Problem
Please reproduce the entries in full. Keep every character the same.

Source material
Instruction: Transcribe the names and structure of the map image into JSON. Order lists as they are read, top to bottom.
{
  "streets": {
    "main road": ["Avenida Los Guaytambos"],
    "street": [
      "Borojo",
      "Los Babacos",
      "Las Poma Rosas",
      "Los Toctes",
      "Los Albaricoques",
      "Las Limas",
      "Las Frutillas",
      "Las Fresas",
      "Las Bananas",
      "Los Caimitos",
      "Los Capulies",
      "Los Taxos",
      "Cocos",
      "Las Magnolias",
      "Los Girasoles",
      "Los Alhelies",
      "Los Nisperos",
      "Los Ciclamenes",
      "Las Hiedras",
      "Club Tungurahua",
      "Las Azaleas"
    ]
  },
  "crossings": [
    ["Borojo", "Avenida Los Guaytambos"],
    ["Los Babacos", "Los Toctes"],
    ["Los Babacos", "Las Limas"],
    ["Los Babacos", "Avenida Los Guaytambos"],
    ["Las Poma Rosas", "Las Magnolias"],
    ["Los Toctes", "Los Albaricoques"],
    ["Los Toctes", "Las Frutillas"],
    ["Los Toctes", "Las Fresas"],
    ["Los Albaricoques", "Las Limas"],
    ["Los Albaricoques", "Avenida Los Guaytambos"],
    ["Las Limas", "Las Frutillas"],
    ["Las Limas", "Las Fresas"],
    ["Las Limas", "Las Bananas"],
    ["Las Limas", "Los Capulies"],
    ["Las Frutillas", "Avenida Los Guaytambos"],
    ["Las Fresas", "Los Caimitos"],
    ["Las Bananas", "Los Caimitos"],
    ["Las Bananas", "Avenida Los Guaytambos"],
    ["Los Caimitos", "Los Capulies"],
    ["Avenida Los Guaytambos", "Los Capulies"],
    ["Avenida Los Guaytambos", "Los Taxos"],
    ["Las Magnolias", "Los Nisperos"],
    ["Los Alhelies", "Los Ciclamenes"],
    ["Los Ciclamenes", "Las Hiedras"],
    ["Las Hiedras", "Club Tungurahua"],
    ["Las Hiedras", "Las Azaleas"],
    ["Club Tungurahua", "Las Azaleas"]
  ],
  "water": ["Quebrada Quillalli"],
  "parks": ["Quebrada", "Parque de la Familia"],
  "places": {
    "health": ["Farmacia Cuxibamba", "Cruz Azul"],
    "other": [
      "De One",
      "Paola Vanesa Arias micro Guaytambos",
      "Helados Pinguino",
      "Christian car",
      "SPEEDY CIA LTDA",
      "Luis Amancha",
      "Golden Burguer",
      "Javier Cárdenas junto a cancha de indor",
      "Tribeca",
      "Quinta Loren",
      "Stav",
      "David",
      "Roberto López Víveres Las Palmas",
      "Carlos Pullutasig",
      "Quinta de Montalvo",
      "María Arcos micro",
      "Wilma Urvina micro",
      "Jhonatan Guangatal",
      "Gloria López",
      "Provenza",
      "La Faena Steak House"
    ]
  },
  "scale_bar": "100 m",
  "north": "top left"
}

Result of this exercise
Instruction: Transcribe the names and structure of the map image into JSON. Order lists as they are read, top to bottom.
{
  "streets": {
    "main road": ["Avenida Los Guaytambos"],
    "street": [
      "Borojo",
      "Los Babacos",
      "Las Poma Rosas",
      "Los Toctes",
      "Los Albaricoques",
      "Las Limas",
      "Las Frutillas",
      "Las Fresas",
      "Las Bananas",
      "Los Caimitos",
      "Los Capulies",
      "Los Taxos",
      "Cocos",
      "Las Magnolias",
      "Los Girasoles",
      "Los Alhelies",
      "Los Nisperos",
      "Los Ciclamenes",
      "Las Hiedras",
      "Club Tungurahua",
      "Las Azaleas"
    ]
  },
  "crossings": [
    ["Borojo", "Avenida Los Guaytambos"],
    ["Los Babacos", "Los Toctes"],
    ["Los Babacos", "Las Limas"],
    ["Los Babacos", "Avenida Los Guaytambos"],
    ["Las Poma Rosas", "Las Magnolias"],
    ["Los Toctes", "Los Albaricoques"],
    ["Los Toctes", "Las Frutillas"],
    ["Los Toctes", "Las Fresas"],
    ["Los Albaricoques", "Las Limas"],
    ["Los Albaricoques", "Avenida Los Guaytambos"],
    ["Las Limas", "Las Frutillas"],
    ["Las Limas", "Las Fresas"],
    ["Las Limas", "Las Bananas"],
    ["Las Limas", "Los Capulies"],
    ["Las Frutillas", "Avenida Los Guaytambos"],
    ["Las Fresas", "Los Caimitos"],
    ["Las Bananas", "Los Caimitos"],
    ["Las Bananas", "Avenida Los Guaytambos"],
    ["Los Caimitos", "Los Capulies"],
    ["Avenida Los Guaytambos", "Los Capulies"],
    ["Avenida Los Guaytambos", "Los Taxos"],
    ["Las Magnolias", "Los Nisperos"],
    ["Los Alhelies", "Los Ciclamenes"],
    ["Los Ciclamenes", "Las Hiedras"],
    ["Las Hiedras", "Club Tungurahua"],
    ["Las Hiedras", "Las Azaleas"],
    ["Club Tungurahua", "Las Azaleas"]
  ],
  "water": ["Quebrada Quillalli"],
  "parks": ["Quebrada", "Parque de la Familia"],
  "places": {
    "health": ["Farmacia Cuxibamba", "Cruz Azul"],
    "other": [
      "De One",
      "Paola Vanesa Arias micro Guaytambos",
      "Helados Pinguino",
      "Christian car",
      "SPEEDY CIA LTDA",
      "Luis Amancha",
      "Golden Burguer",
      "Javier Cárdenas junto a cancha de indor",
      "Tribeca",
      "Quinta Loren",
      "Stav",
      "David",
      "Roberto López Víveres Las Palmas",
      "Carlos Pullutasig",
      "Quinta de Montalvo",
      "María Arcos micro",
      "Wilma Urvina micro",
      "Jhonatan Guangatal",
      "Gloria López",
      "Provenza",
      "La Faena Steak House"
    ]
  },
  "scale_bar": "100 m",
  "north": "top left"
}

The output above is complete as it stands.